Task statement: Every line with the word "icon" in it should be extracted from the data that follows.
▬▬▬
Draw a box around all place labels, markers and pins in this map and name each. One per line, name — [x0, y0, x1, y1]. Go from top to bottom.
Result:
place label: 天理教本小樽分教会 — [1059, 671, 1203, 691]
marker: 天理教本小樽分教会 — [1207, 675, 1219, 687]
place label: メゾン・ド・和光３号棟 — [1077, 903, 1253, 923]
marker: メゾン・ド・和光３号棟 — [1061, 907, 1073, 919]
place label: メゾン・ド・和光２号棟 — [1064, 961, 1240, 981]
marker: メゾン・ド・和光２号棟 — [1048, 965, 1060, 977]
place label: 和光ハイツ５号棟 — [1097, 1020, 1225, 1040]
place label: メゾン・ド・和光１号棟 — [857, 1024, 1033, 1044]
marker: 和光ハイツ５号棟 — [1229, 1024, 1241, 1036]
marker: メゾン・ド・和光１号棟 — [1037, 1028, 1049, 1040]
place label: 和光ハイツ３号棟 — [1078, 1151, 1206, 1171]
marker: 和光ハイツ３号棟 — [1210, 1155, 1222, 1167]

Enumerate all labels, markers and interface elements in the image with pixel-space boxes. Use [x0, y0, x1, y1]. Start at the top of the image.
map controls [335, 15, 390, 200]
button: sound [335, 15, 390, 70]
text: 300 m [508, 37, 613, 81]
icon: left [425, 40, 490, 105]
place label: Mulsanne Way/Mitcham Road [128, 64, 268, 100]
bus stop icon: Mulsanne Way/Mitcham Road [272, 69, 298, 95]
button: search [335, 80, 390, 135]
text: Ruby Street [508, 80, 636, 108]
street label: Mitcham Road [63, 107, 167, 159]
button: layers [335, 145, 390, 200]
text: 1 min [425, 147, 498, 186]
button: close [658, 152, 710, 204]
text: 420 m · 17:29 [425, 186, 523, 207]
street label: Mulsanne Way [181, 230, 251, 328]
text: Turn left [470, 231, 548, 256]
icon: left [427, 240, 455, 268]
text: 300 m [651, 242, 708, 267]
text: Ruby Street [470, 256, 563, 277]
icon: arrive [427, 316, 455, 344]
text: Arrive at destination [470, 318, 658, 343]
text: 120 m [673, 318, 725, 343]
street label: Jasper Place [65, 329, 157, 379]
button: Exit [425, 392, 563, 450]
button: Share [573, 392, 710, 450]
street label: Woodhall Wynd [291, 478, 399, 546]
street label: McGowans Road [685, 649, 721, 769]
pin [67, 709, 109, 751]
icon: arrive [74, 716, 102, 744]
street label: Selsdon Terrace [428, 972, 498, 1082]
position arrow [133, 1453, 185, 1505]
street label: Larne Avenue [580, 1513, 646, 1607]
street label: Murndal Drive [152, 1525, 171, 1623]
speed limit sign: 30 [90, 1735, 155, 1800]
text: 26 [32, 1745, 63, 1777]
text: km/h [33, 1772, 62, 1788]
▬▬▬
Answer to the problem:
icon: left [425, 40, 490, 105]
bus stop icon: Mulsanne Way/Mitcham Road [272, 69, 298, 95]
icon: left [427, 240, 455, 268]
icon: arrive [427, 316, 455, 344]
icon: arrive [74, 716, 102, 744]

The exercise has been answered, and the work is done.